(Study material Opens)
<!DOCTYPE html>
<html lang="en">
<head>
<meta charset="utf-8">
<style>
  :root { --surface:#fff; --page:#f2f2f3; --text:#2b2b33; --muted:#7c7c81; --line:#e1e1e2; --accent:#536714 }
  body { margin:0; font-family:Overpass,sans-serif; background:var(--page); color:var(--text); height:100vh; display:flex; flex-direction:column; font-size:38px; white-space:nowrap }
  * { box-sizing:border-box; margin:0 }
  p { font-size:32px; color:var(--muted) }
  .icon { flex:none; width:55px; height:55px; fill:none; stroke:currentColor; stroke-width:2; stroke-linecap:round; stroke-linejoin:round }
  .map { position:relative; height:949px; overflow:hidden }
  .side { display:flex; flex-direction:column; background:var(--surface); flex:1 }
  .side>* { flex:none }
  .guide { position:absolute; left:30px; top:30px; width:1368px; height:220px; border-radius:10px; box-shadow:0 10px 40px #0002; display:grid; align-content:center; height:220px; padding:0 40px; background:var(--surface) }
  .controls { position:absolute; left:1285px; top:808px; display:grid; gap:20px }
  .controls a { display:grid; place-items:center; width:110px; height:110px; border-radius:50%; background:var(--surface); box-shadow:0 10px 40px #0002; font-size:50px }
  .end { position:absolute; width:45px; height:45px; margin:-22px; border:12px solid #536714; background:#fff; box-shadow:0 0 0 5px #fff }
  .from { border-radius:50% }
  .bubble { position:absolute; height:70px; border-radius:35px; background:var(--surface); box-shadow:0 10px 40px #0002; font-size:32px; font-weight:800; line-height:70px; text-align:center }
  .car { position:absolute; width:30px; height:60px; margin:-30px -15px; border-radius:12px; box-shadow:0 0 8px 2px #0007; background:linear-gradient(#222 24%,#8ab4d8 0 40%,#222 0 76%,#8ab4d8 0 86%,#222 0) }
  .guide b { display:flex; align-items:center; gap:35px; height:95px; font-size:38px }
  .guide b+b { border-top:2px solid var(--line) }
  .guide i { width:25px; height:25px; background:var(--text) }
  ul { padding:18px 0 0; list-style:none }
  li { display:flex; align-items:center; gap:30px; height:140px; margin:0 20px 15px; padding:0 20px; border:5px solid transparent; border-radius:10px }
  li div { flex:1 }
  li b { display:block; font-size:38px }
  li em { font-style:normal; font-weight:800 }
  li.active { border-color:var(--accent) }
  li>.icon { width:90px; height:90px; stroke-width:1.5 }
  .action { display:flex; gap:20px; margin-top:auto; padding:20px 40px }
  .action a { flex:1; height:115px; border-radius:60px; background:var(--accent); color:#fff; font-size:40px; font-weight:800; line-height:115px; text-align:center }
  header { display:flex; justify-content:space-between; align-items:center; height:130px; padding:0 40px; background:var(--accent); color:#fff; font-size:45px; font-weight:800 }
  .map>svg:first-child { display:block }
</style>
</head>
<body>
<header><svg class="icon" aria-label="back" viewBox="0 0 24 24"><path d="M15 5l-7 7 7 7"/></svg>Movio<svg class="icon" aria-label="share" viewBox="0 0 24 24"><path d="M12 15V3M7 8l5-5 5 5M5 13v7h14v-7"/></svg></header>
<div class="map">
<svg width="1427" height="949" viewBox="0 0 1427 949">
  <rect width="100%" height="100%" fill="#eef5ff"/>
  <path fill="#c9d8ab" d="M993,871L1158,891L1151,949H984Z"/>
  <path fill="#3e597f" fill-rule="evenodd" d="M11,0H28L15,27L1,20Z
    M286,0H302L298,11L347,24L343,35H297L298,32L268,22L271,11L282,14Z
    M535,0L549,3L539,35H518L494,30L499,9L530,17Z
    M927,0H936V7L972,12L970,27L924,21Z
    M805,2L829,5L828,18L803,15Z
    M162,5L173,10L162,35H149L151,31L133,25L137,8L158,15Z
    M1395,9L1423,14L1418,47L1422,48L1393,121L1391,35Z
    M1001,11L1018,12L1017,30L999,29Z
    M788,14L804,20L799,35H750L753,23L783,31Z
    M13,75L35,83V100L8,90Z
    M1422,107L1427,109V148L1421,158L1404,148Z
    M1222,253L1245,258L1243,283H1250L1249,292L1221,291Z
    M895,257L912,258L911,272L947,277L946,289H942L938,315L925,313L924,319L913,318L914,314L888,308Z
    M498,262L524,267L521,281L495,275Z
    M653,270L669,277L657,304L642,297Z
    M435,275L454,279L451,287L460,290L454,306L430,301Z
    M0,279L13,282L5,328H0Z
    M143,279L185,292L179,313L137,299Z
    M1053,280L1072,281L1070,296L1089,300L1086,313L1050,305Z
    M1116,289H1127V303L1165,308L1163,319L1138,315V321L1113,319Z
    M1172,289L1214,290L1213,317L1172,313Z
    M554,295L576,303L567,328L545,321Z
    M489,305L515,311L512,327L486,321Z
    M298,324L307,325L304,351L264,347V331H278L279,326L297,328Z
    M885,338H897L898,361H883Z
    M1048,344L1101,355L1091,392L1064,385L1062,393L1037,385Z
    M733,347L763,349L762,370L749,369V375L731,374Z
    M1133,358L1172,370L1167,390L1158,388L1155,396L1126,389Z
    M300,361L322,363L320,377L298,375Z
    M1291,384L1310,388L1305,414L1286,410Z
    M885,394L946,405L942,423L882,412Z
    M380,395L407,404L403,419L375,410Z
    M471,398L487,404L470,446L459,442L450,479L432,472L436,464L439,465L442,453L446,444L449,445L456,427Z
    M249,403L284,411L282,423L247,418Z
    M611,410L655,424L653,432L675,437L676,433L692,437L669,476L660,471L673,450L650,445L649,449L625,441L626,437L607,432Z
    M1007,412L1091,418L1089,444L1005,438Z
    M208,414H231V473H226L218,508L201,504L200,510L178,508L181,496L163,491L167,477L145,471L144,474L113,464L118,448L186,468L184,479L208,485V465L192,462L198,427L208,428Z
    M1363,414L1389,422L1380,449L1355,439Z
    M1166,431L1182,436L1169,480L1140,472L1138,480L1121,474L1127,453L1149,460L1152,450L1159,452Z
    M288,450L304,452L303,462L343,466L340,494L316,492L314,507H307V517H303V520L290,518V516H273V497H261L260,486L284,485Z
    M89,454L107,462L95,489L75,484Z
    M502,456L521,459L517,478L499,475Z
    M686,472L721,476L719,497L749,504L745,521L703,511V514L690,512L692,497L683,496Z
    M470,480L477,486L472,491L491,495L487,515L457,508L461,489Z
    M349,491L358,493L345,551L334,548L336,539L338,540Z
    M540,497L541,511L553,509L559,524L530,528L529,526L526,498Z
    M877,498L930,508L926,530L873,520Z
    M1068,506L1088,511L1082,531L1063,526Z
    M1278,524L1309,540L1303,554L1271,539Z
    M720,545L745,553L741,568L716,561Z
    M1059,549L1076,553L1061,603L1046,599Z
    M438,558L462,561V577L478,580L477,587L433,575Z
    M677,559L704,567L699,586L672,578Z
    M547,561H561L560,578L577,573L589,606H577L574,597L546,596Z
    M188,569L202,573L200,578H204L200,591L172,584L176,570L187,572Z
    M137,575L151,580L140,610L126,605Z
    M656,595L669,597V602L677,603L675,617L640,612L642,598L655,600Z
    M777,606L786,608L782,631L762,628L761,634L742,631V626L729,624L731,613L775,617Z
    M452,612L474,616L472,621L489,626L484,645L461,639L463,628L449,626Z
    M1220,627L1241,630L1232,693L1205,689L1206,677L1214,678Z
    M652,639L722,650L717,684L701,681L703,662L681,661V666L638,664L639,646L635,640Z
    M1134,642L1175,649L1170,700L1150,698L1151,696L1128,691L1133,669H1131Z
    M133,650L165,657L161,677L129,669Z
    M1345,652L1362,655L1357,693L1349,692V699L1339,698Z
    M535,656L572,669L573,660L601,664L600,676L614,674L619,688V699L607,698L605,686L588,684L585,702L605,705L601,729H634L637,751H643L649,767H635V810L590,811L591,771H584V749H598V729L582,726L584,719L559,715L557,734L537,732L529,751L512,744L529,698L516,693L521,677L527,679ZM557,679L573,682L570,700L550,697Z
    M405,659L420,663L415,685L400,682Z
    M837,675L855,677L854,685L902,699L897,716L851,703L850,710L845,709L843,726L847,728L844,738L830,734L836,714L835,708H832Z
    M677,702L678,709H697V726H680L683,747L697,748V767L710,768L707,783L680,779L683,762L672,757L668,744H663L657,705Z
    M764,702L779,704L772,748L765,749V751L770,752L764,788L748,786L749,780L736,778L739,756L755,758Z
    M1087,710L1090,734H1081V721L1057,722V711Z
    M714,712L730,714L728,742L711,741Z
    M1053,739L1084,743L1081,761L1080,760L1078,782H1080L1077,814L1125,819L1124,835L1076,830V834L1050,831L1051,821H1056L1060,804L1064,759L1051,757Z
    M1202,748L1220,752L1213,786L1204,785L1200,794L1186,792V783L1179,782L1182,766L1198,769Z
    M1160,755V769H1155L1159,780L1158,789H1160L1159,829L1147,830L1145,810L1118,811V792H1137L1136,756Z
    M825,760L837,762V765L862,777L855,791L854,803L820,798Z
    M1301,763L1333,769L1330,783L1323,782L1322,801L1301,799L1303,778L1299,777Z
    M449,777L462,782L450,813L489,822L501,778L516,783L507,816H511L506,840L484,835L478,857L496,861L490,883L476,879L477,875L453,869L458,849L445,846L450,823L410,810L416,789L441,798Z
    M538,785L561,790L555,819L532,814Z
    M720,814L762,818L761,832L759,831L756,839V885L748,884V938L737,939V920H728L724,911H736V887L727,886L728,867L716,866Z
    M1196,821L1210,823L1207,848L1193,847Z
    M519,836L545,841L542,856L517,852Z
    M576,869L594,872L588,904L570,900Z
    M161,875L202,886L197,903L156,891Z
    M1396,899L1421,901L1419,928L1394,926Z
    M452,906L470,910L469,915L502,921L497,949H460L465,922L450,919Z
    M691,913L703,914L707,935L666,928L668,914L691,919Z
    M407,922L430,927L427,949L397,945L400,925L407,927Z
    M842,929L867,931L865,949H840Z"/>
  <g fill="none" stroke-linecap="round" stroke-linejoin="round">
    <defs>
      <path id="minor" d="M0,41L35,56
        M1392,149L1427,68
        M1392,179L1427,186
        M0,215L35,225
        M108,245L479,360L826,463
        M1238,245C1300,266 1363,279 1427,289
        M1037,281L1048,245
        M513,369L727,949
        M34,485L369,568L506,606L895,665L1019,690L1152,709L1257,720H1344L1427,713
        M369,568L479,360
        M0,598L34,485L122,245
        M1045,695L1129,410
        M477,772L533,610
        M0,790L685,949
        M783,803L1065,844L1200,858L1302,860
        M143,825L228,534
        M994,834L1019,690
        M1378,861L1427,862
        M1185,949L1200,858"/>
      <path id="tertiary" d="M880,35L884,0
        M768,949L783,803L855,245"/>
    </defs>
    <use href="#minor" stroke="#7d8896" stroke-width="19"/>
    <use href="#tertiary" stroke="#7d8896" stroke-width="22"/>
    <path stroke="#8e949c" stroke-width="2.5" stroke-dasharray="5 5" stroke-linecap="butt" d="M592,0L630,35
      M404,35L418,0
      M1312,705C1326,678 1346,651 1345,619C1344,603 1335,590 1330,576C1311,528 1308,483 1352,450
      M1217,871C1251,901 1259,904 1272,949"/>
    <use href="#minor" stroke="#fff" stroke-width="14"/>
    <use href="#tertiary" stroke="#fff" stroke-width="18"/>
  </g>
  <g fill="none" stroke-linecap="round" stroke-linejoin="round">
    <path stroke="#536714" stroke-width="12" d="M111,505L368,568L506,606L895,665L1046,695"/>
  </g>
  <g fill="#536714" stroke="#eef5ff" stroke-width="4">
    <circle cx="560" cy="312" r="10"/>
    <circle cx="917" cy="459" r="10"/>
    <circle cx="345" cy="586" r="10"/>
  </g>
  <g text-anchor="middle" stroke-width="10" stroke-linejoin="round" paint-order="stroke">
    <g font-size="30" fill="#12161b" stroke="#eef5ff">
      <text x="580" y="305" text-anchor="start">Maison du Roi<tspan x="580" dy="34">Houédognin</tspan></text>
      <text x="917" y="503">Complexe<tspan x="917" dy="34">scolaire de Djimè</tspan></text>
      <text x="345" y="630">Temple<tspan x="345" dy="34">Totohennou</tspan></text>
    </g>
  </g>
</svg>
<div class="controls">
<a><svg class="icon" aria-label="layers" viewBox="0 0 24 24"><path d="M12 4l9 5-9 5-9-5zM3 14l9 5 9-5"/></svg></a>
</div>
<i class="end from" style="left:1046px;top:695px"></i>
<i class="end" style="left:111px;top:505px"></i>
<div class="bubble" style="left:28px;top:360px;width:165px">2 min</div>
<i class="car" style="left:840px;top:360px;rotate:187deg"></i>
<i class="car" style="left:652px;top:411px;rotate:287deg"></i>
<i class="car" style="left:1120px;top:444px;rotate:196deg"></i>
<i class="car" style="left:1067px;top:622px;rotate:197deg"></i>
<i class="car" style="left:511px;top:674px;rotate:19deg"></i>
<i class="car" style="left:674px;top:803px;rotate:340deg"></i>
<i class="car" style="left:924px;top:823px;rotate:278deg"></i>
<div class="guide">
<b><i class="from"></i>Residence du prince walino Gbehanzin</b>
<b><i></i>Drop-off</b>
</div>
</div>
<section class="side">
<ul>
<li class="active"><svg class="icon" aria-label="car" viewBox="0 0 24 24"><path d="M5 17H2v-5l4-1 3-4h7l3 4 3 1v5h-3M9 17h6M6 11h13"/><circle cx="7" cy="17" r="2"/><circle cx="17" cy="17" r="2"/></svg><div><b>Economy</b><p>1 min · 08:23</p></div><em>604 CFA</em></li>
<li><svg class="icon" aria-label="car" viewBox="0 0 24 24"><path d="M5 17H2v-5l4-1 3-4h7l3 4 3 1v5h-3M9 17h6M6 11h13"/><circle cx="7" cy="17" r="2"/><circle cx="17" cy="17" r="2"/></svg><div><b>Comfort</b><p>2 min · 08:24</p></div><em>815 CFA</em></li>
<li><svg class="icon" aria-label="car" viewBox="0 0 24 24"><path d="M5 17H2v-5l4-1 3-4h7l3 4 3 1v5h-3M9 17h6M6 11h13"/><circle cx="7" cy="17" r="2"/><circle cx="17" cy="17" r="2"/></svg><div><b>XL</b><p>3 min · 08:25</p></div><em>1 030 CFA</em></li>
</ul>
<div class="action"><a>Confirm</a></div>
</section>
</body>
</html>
(Study material Closes)
Problem requirements:
Return every line in the records that includes the string "bubble".

Your response:
  .bubble { position:absolute; height:70px; border-radius:35px; background:var(--surface); box-shadow:0 10px 40px #0002; font-size:32px; font-weight:800; line-height:70px; text-align:center }
<div class="bubble" style="left:28px;top:360px;width:165px">2 min</div>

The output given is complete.